Cushing, Oklahoma is home to many storage tanks full of oil. So, what if you took that amount of oil and put it into semi-tanker trucks, parked bumper to bumper. You’d have a convoy that stretched from Cushing, across the Atlantic, all the way across Europe past Berlin, Germany. I don’t know about you, but I think that’s a lot of weight being stored in one little area.
What do you think? Does concentrating that kind of weight on a few square miles have any significant geologic effect? Could anyone really know for sure?
I keep reading on Drudge and other sources about Oklahoma earthquakes. What a new and different aspect to living in the central U.S.––so calm for all those years but now vibrating its citizens into a new lifestyle of cracked walls and shattered glass. Some accept it, but not all.
Energy industries accept it. They’re busy seeking resources from under the feet of Oklahoma residents and explain it one way or another. One, that the local increase in earthquakes is simply an innocent byproduct of their industry (nothing to worry about), or, two, that the local increase of quakes has nothing at all to do with their drilling, fracking or waste-water injections. Quakes are just a coincidence. Kind of like that same coincidence in the 1960’s with Colorado’s waste-water injections.

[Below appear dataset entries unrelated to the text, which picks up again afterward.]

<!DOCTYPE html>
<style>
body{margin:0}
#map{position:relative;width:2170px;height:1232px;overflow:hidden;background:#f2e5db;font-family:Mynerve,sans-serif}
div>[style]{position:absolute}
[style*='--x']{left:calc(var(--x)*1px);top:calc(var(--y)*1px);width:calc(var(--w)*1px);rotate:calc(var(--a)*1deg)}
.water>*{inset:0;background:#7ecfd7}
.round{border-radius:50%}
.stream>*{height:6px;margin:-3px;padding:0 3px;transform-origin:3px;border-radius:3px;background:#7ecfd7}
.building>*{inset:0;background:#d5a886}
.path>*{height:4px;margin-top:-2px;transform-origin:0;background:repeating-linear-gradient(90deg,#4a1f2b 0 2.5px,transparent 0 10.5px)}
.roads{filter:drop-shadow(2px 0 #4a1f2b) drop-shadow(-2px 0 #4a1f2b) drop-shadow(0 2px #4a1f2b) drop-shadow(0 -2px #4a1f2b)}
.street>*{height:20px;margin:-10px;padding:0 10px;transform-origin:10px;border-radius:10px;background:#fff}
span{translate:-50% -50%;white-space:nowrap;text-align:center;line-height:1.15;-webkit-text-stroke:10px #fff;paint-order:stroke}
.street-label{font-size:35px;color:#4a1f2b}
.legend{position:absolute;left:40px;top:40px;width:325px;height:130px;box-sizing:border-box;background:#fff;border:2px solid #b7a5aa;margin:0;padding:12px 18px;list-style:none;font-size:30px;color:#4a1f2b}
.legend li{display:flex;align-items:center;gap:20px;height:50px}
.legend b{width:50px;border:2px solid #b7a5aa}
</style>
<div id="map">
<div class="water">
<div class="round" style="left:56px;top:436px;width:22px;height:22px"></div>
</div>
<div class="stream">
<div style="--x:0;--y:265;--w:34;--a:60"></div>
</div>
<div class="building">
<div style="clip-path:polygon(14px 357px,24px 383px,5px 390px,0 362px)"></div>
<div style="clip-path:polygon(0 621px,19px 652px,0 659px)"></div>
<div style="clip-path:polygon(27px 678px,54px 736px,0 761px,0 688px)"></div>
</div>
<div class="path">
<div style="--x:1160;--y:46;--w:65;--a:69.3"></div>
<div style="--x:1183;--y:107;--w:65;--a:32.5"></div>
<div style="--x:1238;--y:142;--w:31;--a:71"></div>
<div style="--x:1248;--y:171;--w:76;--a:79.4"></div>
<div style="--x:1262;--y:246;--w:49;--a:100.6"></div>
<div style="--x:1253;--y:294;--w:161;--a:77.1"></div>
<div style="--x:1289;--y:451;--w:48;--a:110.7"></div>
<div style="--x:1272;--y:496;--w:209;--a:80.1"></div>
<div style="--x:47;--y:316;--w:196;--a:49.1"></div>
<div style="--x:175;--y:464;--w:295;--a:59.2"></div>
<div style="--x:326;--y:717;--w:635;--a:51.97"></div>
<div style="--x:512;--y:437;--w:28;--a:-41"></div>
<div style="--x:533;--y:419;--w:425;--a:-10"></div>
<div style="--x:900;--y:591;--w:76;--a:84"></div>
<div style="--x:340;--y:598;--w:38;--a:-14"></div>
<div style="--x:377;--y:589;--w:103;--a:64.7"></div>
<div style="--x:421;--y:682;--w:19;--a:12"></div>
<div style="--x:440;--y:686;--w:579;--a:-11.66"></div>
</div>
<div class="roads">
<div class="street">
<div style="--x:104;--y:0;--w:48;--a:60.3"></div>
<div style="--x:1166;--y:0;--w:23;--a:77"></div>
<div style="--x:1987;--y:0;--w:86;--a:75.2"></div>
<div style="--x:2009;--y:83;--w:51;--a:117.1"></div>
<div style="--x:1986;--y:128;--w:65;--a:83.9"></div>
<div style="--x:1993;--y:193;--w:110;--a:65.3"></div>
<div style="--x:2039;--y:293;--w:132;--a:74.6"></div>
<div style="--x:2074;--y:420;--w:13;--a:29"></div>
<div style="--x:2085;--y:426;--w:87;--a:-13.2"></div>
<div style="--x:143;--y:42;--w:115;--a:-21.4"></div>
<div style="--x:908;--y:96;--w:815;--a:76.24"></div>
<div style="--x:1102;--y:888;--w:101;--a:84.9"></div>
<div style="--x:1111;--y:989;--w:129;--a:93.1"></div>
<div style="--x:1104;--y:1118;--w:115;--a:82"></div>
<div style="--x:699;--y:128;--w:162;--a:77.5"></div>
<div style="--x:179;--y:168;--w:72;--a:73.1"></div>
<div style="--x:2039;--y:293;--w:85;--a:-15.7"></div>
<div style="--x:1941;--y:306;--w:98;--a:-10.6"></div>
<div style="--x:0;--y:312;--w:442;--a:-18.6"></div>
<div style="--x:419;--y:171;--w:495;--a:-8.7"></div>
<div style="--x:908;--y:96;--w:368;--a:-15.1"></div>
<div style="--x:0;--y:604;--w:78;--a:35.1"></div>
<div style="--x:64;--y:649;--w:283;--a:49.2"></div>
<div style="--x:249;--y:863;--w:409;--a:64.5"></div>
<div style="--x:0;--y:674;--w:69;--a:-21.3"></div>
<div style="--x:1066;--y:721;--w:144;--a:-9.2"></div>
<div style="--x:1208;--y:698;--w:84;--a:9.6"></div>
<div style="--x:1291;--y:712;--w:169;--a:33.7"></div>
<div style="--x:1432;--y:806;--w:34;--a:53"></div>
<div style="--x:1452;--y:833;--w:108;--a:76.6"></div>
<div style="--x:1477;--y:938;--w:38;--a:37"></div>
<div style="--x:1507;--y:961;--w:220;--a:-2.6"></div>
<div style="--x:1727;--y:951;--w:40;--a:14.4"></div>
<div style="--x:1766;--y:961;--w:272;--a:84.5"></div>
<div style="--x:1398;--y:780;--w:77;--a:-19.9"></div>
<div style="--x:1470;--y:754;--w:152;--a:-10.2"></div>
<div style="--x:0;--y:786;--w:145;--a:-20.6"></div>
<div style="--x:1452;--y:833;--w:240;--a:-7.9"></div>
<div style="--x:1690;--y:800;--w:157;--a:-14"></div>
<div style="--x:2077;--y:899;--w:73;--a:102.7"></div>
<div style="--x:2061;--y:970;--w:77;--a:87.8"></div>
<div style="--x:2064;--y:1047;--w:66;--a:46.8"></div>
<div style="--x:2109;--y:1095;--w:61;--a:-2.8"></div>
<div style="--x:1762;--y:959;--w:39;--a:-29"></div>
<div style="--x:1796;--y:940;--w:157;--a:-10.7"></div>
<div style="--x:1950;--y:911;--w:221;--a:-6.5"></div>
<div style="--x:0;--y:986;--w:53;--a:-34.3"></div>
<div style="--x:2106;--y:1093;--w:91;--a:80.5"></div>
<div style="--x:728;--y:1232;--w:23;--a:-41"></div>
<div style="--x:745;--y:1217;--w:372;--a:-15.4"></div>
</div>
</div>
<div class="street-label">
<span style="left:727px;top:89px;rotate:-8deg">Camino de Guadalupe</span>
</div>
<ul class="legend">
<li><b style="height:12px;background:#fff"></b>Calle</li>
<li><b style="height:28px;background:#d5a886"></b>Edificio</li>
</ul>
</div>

The fact remains that we don’t really know what’s under our feet in the sense of how our planet is knit together or how it all works. When the experts tell us that their industrial activities have no consequence, we need to remember that the deepest hole ever drilled is said to be about seven miles––not very deep when you’re told that Earth is about 8,000 miles across. So if we can’t get down under (nothing to do with Australia) to examine things, how can anyone up here above ground really know where they stand?

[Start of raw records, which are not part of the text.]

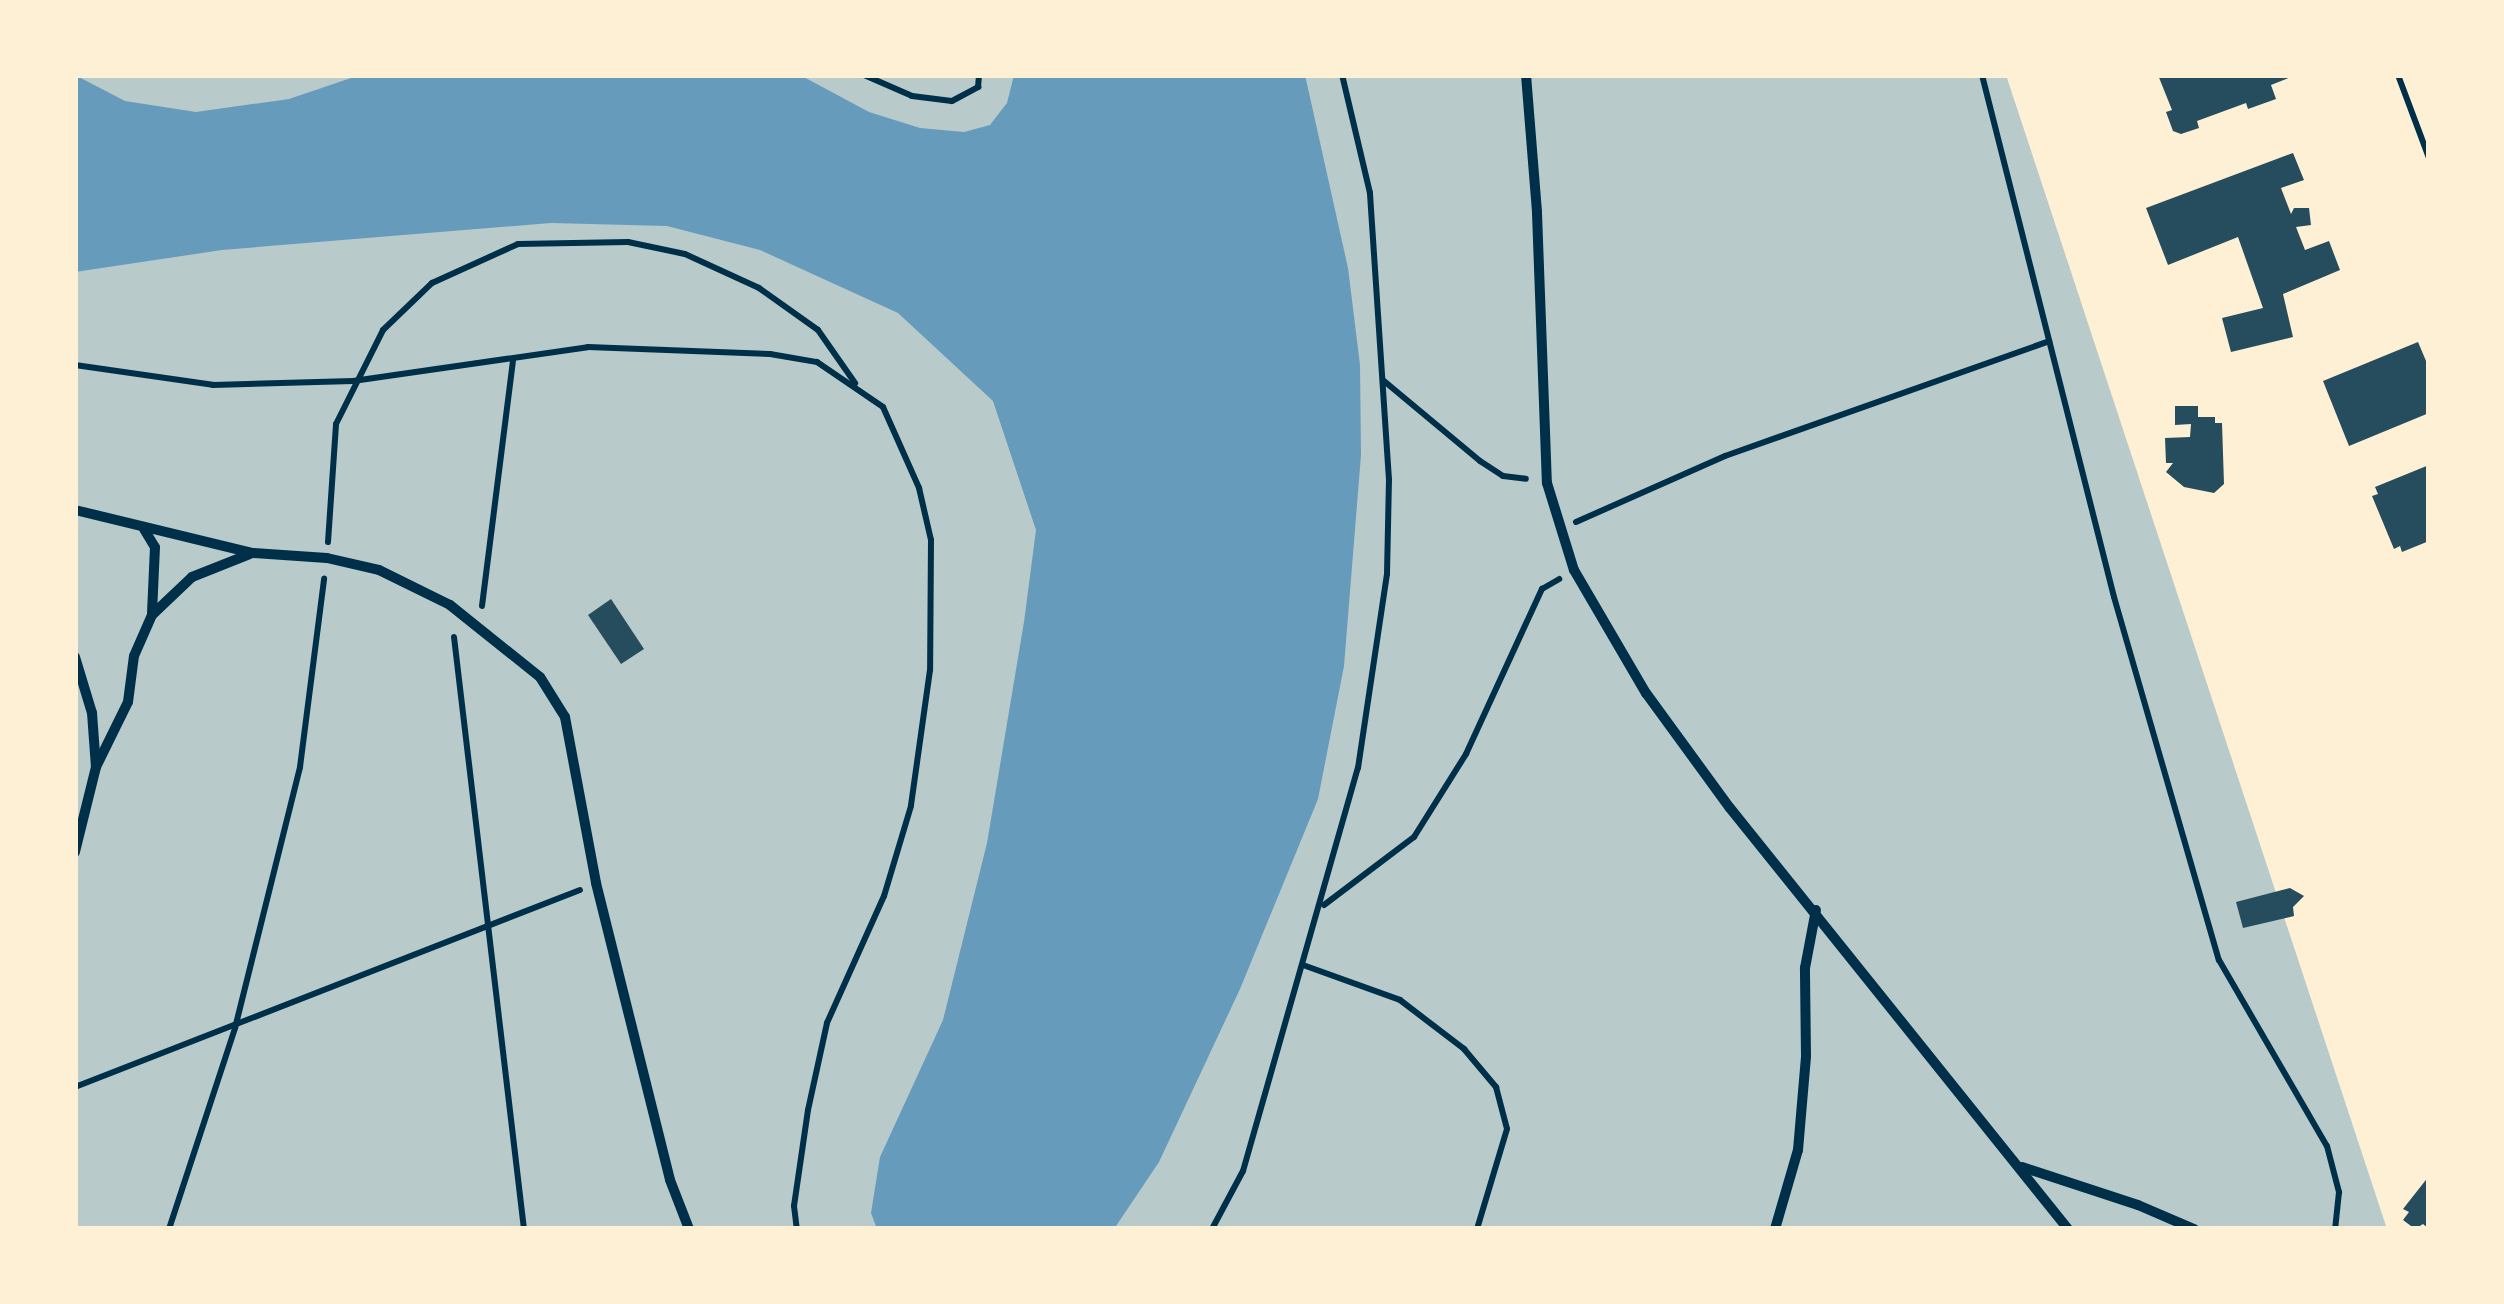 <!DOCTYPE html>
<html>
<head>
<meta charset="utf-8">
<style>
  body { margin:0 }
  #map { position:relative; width:2504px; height:1304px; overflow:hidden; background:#fdf0d5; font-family:Manrope,sans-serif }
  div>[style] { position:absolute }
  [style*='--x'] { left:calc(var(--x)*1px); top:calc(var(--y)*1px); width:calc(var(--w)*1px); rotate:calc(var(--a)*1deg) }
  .green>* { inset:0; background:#b9caca }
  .water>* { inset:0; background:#669bbc }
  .building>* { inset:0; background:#264d5e }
  .path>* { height:6px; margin:-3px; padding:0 3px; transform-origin:3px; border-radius:3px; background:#003049 }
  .pedestrian>* { height:10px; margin:-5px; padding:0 5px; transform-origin:5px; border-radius:5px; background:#003049 }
  span { translate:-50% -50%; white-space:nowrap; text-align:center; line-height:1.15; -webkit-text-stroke:9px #fdf0d5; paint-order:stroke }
  .frame { position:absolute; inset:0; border:78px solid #fdf0d5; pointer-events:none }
</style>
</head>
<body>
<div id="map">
  <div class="green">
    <div style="clip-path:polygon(75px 75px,2006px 75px,2387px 1229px,75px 1229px)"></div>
  </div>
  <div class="water">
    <div style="clip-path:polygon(75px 75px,125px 101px,196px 112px,289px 99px,360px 75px,800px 75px,869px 112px,920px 128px,964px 132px,990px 125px,1007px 103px,1014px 75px,1305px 75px,1348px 268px,1360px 365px,1361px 455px,1344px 666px,1318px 799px,1240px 989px,1159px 1162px,1114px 1229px,877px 1229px,871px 1213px,880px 1157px,943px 1020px,987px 843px,1024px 622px,1036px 530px,993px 401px,898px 313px,760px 250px,667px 226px,551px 223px,222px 250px,75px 272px)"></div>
  </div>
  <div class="building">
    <div style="clip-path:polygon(2158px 75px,2296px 75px,2271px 85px,2276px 99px,2248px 109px,2246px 103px,2197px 121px,2199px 128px,2181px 134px,2173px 131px,2166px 112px,2172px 110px)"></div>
    <div style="clip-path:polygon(2293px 153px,2304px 180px,2281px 188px,2291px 214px,2294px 208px,2309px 208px,2311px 225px,2296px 227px,2305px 250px,2329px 241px,2340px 270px,2283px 294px,2293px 337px,2231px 352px,2222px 318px,2263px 308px,2238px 237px,2168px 265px,2146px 208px)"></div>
    <div style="clip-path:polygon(2418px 342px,2429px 368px,2429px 413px,2349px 446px,2323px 381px)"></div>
    <div style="clip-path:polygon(2175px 406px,2198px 406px,2198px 417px,2215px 417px,2215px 423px,2222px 423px,2224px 484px,2214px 493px,2184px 487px,2166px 472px,2173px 463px,2166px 463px,2165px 438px,2190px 437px,2191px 424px,2175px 425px)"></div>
    <div style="clip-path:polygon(2429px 465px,2429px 541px,2402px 552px,2400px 546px,2394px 549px,2372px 496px,2378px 494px,2375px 487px)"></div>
    <div style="clip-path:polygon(611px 599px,644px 649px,621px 664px,588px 615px)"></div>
    <div style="clip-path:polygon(2290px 888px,2304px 896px,2293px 907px,2294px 916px,2243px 928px,2236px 902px)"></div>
    <div style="clip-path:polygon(2429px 1176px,2429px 1229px,2423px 1224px,2415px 1229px,2403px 1220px,2409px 1212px,2403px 1209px)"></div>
  </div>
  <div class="path">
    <div style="--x:864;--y:75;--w:52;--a:23.6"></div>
    <div style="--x:912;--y:96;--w:40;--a:7.1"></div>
    <div style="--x:952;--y:101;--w:30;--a:-28"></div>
    <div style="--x:978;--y:87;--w:12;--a:-85"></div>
    <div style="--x:1982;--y:75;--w:538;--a:75.81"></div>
    <div style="--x:2114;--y:597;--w:378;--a:73.9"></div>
    <div style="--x:2219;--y:960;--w:215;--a:59.9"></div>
    <div style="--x:2327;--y:1146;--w:48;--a:75.4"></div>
    <div style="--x:2339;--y:1192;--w:37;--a:96"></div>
    <div style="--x:2398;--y:75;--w:89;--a:69.5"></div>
    <div style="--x:75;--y:365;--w:139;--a:8.2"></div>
    <div style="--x:213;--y:385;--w:140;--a:-1.6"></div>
    <div style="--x:353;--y:381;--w:237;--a:-8.2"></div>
    <div style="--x:588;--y:347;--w:182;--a:2.2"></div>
    <div style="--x:770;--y:354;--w:48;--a:9.7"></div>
    <div style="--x:817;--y:362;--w:80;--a:34.3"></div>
    <div style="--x:883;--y:407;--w:89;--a:66"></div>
    <div style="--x:919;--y:488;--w:53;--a:77"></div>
    <div style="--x:931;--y:540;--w:130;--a:90.4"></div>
    <div style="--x:930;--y:670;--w:137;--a:98"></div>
    <div style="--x:911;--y:806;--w:94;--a:106.7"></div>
    <div style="--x:884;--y:896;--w:139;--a:114.2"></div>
    <div style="--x:827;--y:1023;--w:89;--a:102.3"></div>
    <div style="--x:808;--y:1110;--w:97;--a:98.3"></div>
    <div style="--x:794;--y:1206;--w:23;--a:83"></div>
    <div style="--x:1384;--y:381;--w:125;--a:39.8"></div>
    <div style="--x:1480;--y:461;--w:27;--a:33"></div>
    <div style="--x:1503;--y:476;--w:23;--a:7"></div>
    <div style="--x:1576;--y:522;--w:163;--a:-23.9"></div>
    <div style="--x:1725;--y:456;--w:344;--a:-19.5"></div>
    <div style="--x:328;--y:542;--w:118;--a:-86.1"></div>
    <div style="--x:336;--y:424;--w:105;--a:-63.4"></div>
    <div style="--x:383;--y:330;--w:68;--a:-43.8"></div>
    <div style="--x:432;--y:283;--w:94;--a:-24.4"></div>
    <div style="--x:518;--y:244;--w:110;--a:-1"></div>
    <div style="--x:628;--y:242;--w:58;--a:11.9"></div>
    <div style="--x:685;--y:254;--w:81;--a:24.7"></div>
    <div style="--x:759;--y:288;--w:72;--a:35.4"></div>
    <div style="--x:818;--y:330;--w:65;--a:55.1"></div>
    <div style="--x:482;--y:606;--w:248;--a:-82.8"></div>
    <div style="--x:454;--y:637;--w:596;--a:83.26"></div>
    <div style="--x:1324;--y:905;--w:113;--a:-37.1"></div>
    <div style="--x:1414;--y:837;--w:98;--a:-57.9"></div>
    <div style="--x:1466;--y:754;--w:182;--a:-65.3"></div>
    <div style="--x:1542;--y:589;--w:20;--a:-30"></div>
    <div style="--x:1303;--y:965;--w:103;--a:19.8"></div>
    <div style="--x:1400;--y:1000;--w:81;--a:37.4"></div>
    <div style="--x:1464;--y:1049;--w:50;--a:49.9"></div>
    <div style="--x:1496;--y:1087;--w:43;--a:75.3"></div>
    <div style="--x:1507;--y:1129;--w:104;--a:106.7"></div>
    <div style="--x:75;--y:1087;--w:542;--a:-21.31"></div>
    <div style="--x:169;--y:1229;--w:212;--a:-71.8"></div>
    <div style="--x:235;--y:1028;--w:269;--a:-76"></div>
    <div style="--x:300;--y:767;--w:190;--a:-82.7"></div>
    <div style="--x:1212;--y:1229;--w:66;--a:-61.9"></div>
    <div style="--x:1243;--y:1171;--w:419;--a:-74.1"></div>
    <div style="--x:1358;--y:768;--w:196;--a:-81.5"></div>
    <div style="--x:1387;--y:574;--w:94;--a:-88.8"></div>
    <div style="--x:1389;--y:480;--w:288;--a:-93.8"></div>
    <div style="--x:1370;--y:193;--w:121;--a:-103.3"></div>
  </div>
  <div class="pedestrian">
    <div style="--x:1526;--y:75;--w:138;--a:85.4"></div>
    <div style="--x:1537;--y:213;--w:270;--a:87.9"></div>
    <div style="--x:1547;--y:483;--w:91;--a:72.8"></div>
    <div style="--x:1574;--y:570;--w:143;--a:59.7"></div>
    <div style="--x:1646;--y:693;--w:142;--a:53.9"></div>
    <div style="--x:1730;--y:808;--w:540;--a:51.24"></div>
    <div style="--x:75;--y:510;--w:183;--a:13.6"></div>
    <div style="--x:253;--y:553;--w:74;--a:3.9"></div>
    <div style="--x:327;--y:558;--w:53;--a:13"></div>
    <div style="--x:379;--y:570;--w:79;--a:26.2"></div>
    <div style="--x:450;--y:605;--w:115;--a:38.7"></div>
    <div style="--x:540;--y:677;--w:47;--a:58"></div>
    <div style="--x:565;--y:717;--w:169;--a:79.4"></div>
    <div style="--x:596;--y:883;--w:306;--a:76"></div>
    <div style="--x:670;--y:1180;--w:53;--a:68.8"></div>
    <div style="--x:144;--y:529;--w:21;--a:59"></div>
    <div style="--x:155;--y:547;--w:65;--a:92.6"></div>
    <div style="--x:75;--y:657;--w:59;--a:73.1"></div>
    <div style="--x:92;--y:713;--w:54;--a:85.8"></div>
    <div style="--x:96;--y:767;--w:88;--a:103.9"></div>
    <div style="--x:96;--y:767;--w:72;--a:-63.8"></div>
    <div style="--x:128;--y:702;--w:46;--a:-82.6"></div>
    <div style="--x:134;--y:656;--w:45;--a:-66.3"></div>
    <div style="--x:152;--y:615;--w:55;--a:-43.5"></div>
    <div style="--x:192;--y:577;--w:62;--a:-21.6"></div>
    <div style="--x:2022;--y:1167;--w:122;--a:18.1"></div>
    <div style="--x:2138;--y:1205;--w:61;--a:23.2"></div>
    <div style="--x:1775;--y:1229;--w:82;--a:-73.8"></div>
    <div style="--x:1798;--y:1150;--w:94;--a:-85.1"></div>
    <div style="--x:1806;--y:1056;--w:88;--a:-90.7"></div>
    <div style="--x:1805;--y:968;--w:59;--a:-79.3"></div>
  </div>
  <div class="frame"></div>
</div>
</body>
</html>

I’m not against the energy companies. I like to flip a switch for light or heat instead of having to kindle a fire. Don’t you?
But conveniences of technology bring certain trade offs. What trade offs? Well, people differ on that. Some trade opinion for fact while others trade fact for opinion. And with a shortage of knowledge, opinions can live on for years to conceal the true trade offs.
Right now our study of geology is overflowing with lots of opinion. Especially about earthquakes and what causes them.